TASK OBJECTIVE: Give, as a bare number, the count of lines below that contain "legend".

SOURCE INFORMATION:

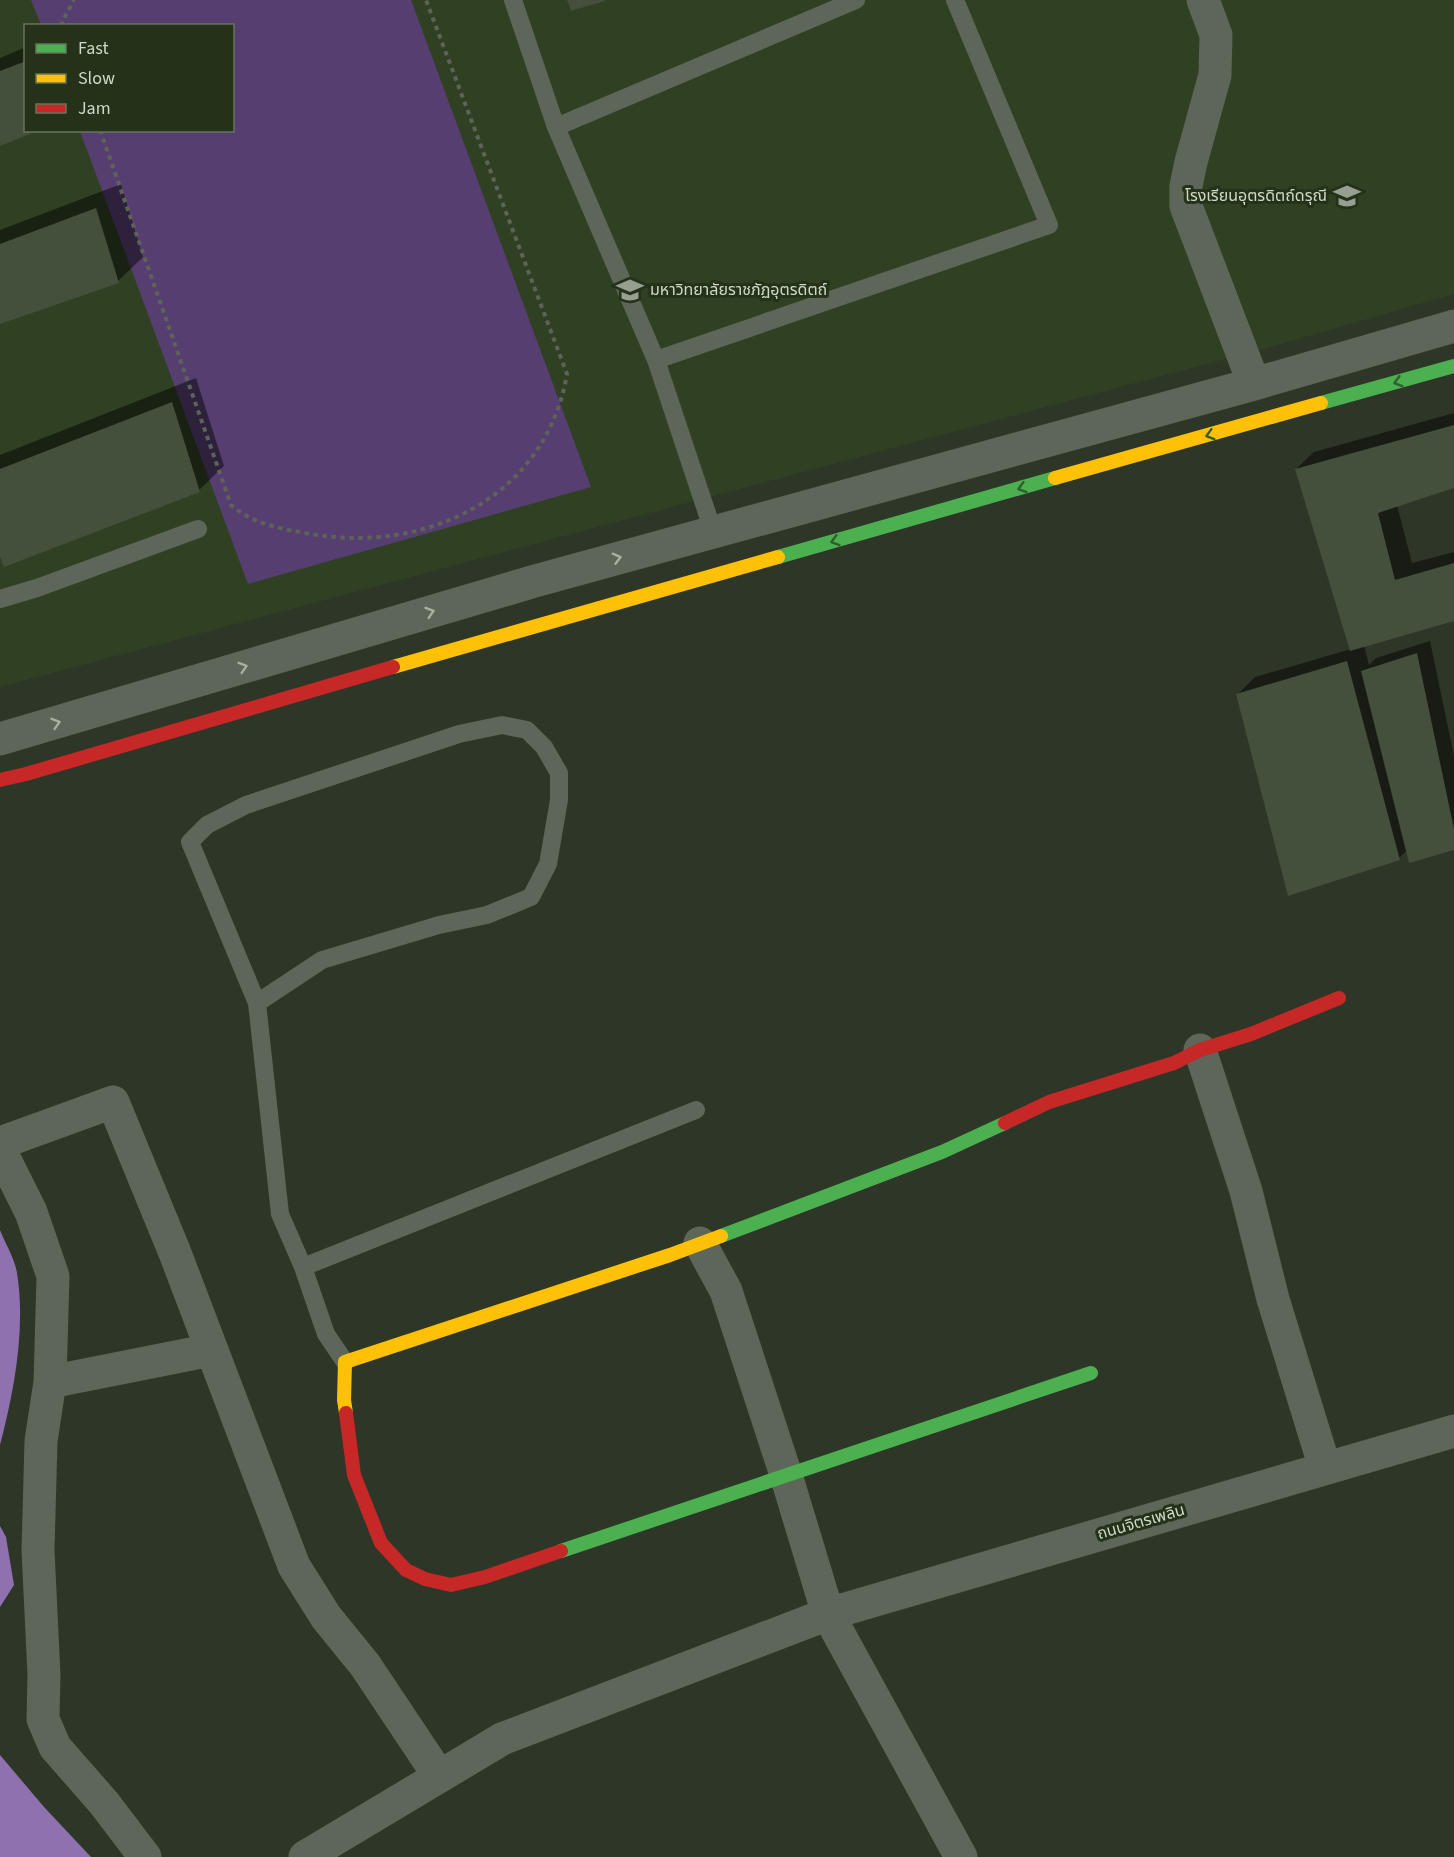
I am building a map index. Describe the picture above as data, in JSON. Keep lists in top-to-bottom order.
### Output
{
  "streets": {
    "street": ["ถนนจิตรเพลิน"]
  },
  "places": {
    "school or university": ["โรงเรียนอุตรดิตถ์ดรุณี", "มหาวิทยาลัยราชภัฏอุตรดิตถ์"]
  },
  "legend": ["Fast", "Slow", "Jam"]
}
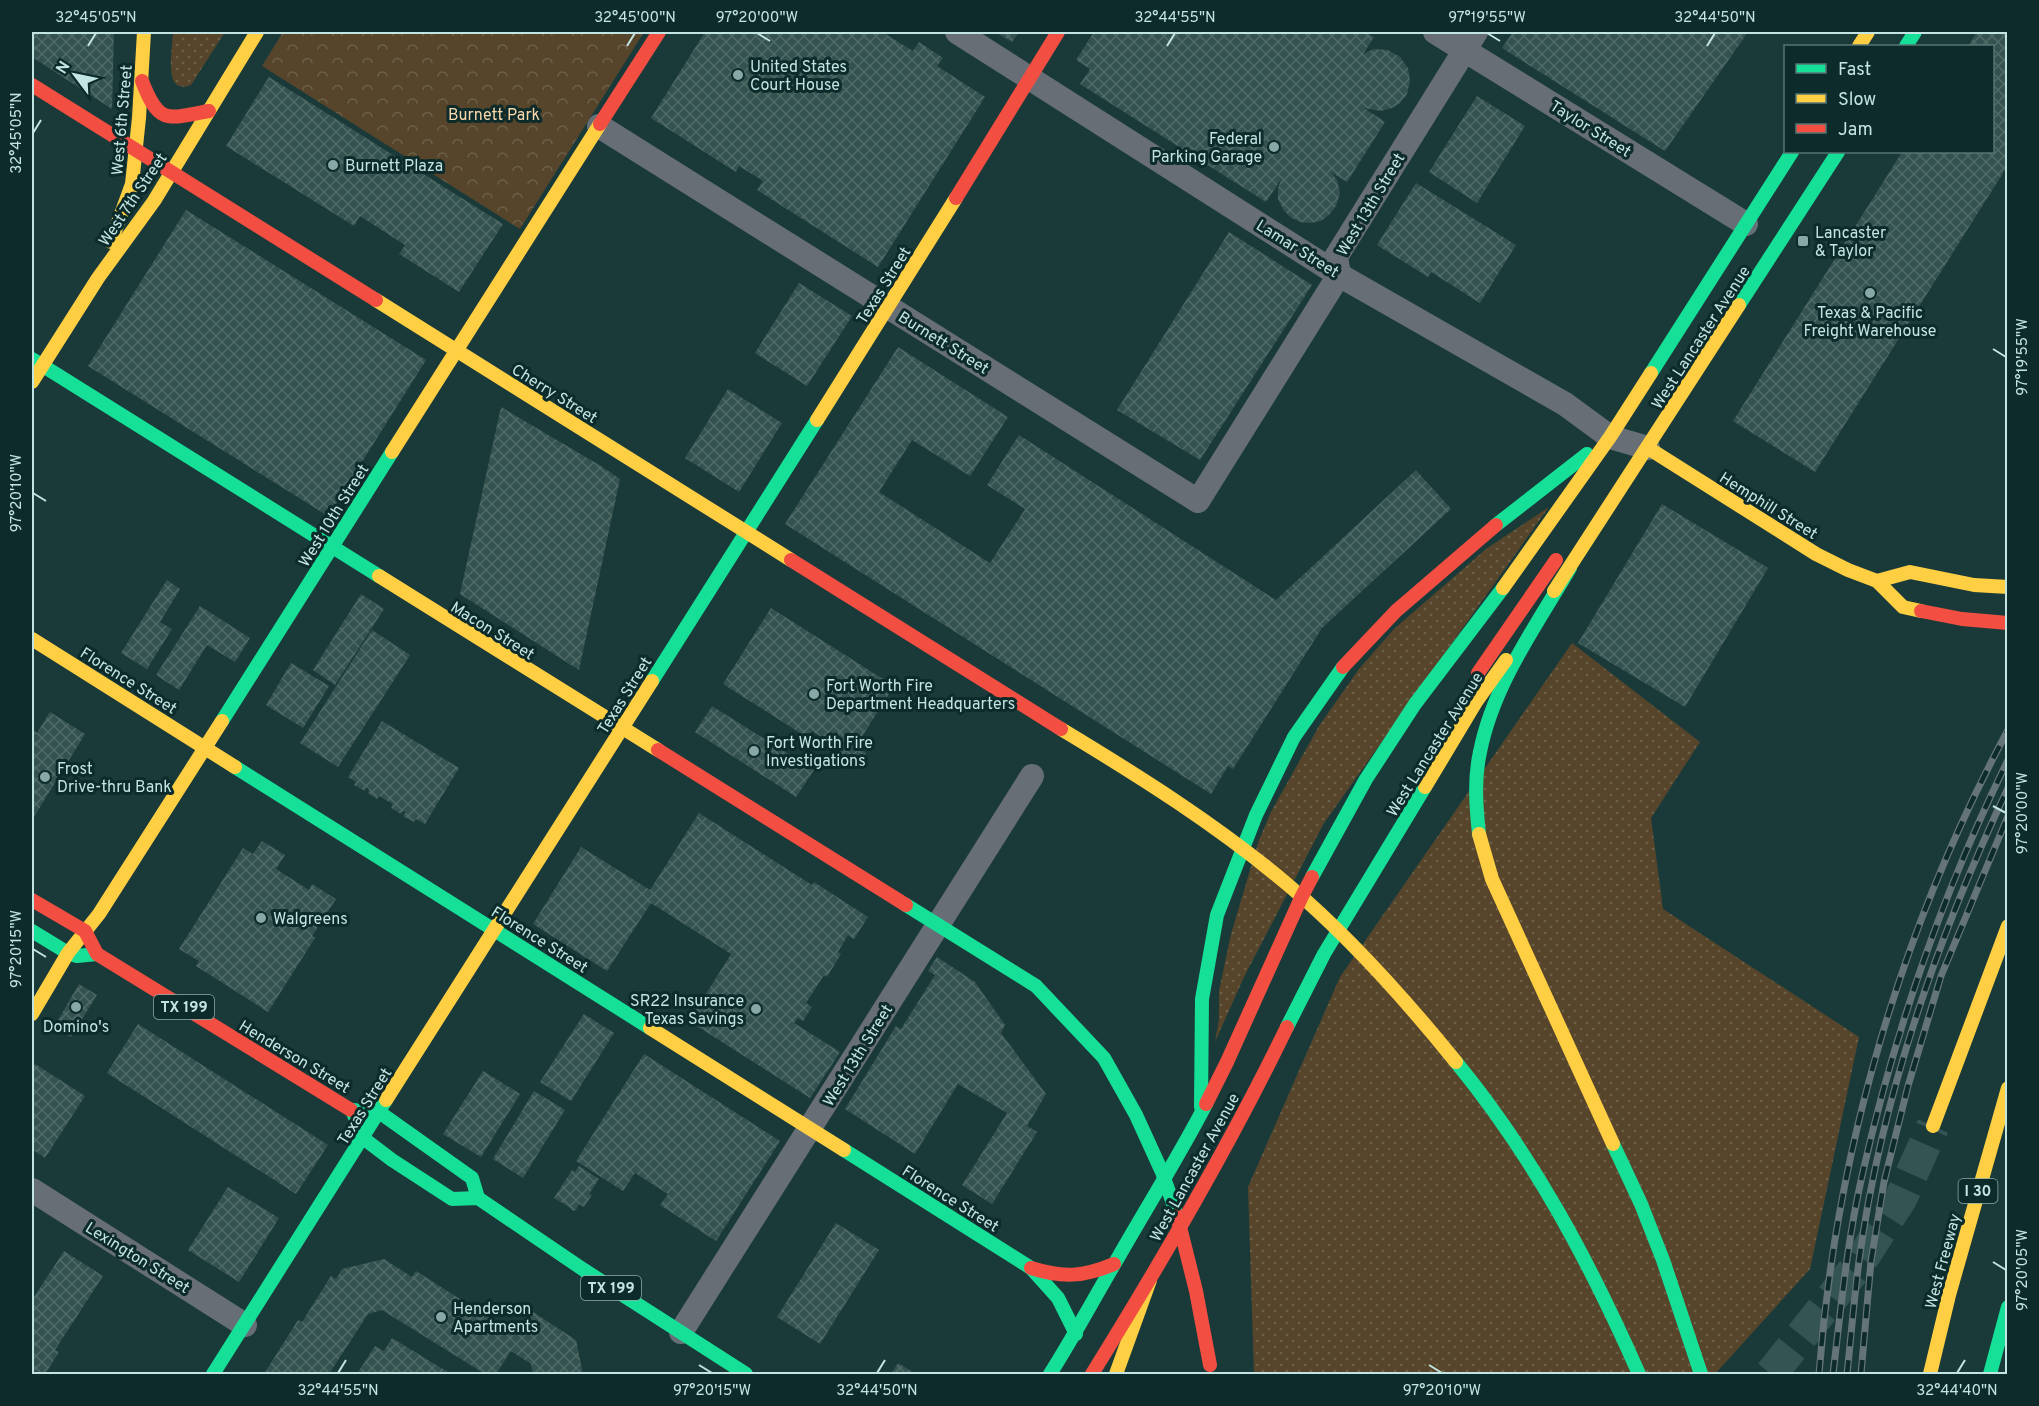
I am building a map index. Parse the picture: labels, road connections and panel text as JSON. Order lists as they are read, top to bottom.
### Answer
{
  "streets": {
    "main road": [
      "West 6th Street",
      "West 7th Street",
      "Texas Street",
      "West Lancaster Avenue",
      "Cherry Street",
      "Hemphill Street",
      "West 10th Street",
      "Macon Street",
      "Florence Street",
      "TX 199",
      "Henderson Street",
      "I 30",
      "West Freeway"
    ],
    "street": [
      "Taylor Street",
      "West 13th Street",
      "Lamar Street",
      "Burnett Street",
      "Lexington Street"
    ]
  },
  "crossings": [
    ["West 6th Street", "West 7th Street"],
    ["West 6th Street", "Cherry Street"],
    ["Taylor Street", "West 13th Street"],
    ["Taylor Street", "West Lancaster Avenue"],
    ["West 7th Street", "Cherry Street"],
    ["West 7th Street", "Macon Street"],
    ["West 13th Street", "Lamar Street"],
    ["West 13th Street", "Burnett Street"],
    ["West 13th Street", "Macon Street"],
    ["West 13th Street", "Florence Street"],
    ["West 13th Street", "TX 199"],
    ["Lamar Street", "Texas Street"],
    ["Lamar Street", "West Lancaster Avenue"],
    ["Lamar Street", "Hemphill Street"],
    ["Texas Street", "Burnett Street"],
    ["Texas Street", "Cherry Street"],
    ["Texas Street", "Macon Street"],
    ["Texas Street", "Florence Street"],
    ["Texas Street", "TX 199"],
    ["Texas Street", "Henderson Street"],
    ["Texas Street", "Lexington Street"],
    ["West Lancaster Avenue", "Hemphill Street"],
    ["West Lancaster Avenue", "Florence Street"],
    ["Burnett Street", "West 10th Street"],
    ["Cherry Street", "West 10th Street"],
    ["West 10th Street", "Macon Street"],
    ["West 10th Street", "Florence Street"],
    ["West 10th Street", "Henderson Street"],
    ["TX 199", "Henderson Street"]
  ],
  "parks": ["Burnett Park"],
  "places": {
    "other": [
      "United States Court House",
      "Federal Parking Garage",
      "Burnett Plaza",
      "Texas & Pacific Freight Warehouse",
      "Fort Worth Fire Department Headquarters",
      "Fort Worth Fire Investigations",
      "Frost Drive-thru Bank",
      "Walgreens",
      "Domino's",
      "SR22 Insurance Texas Savings",
      "Henderson Apartments"
    ],
    "transit": ["Lancaster & Taylor"]
  },
  "legend": ["Fast", "Slow", "Jam"],
  "north": "top left",
  "coordinates": [
    "32°45'05\"N",
    "32°45'00\"N",
    "97°20'00\"W",
    "32°44'55\"N",
    "97°19'55\"W",
    "32°44'50\"N",
    "97°20'10\"W",
    "97°20'15\"W",
    "97°20'05\"W",
    "32°44'40\"N"
  ]
}
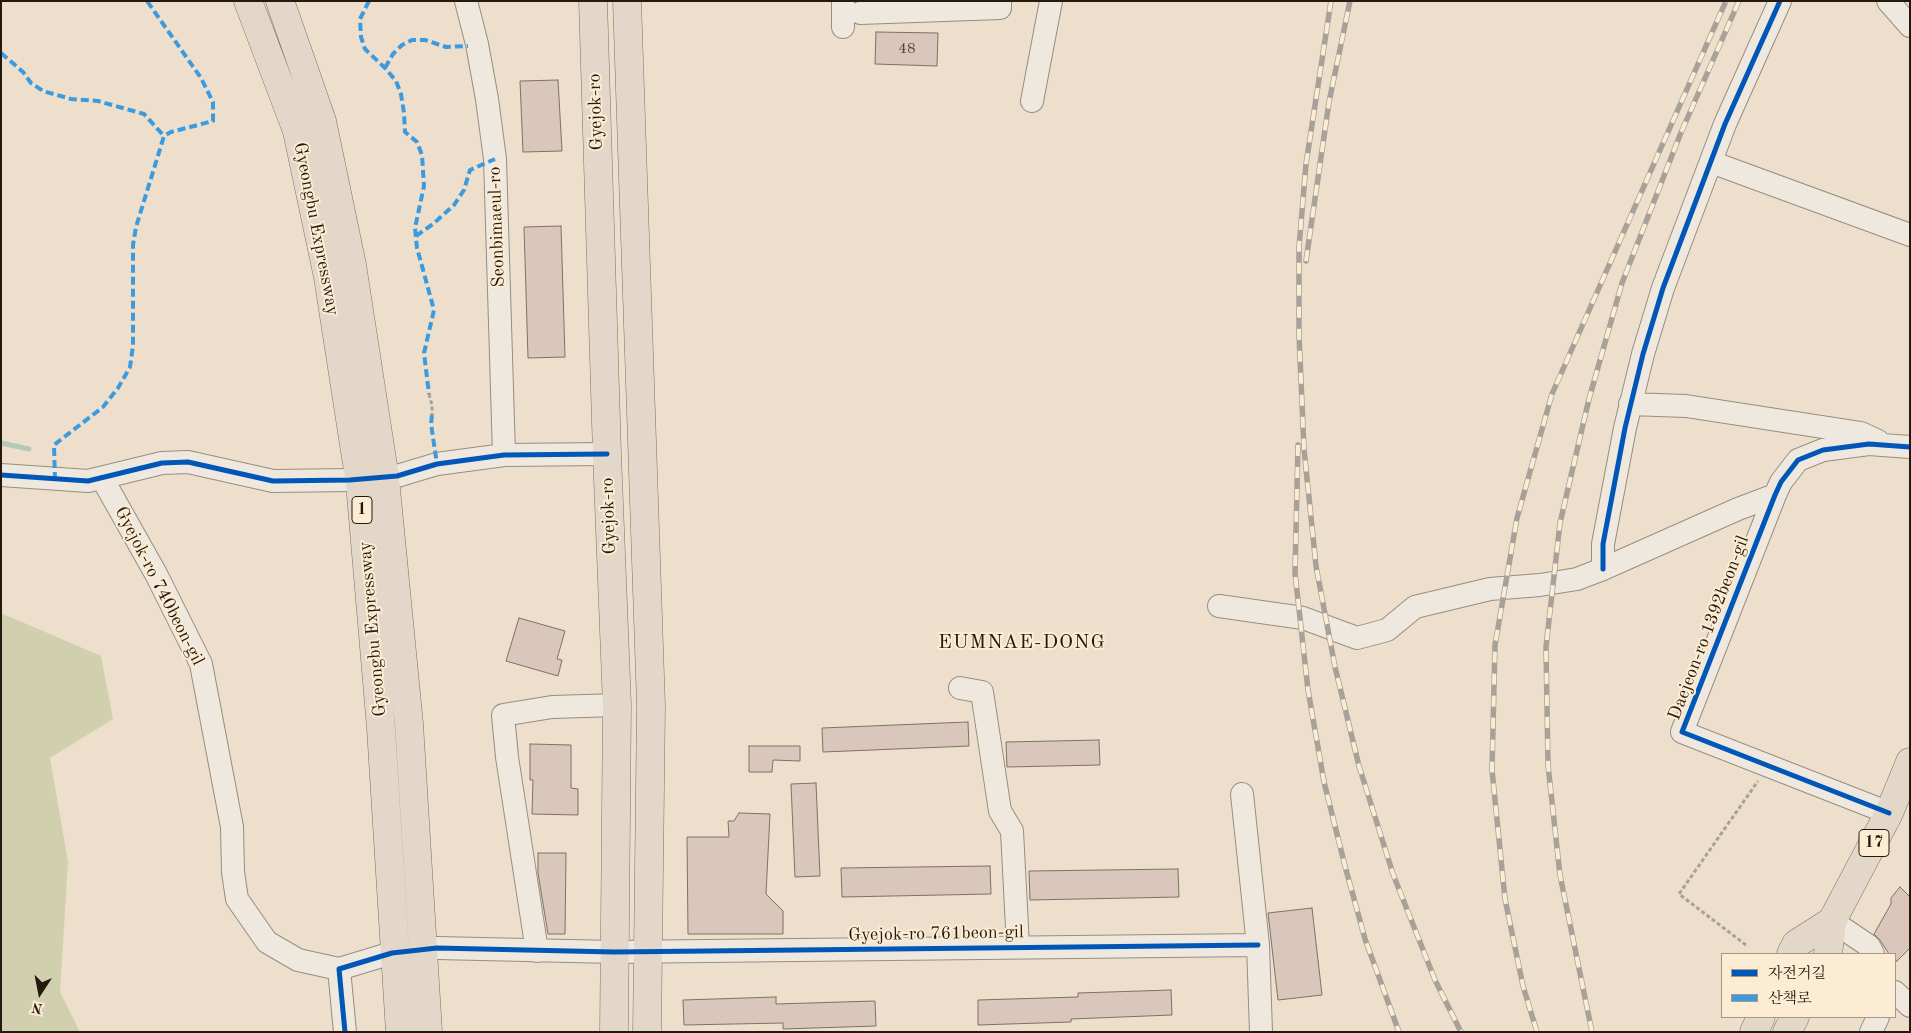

RESULT FOR THIS TASK: 2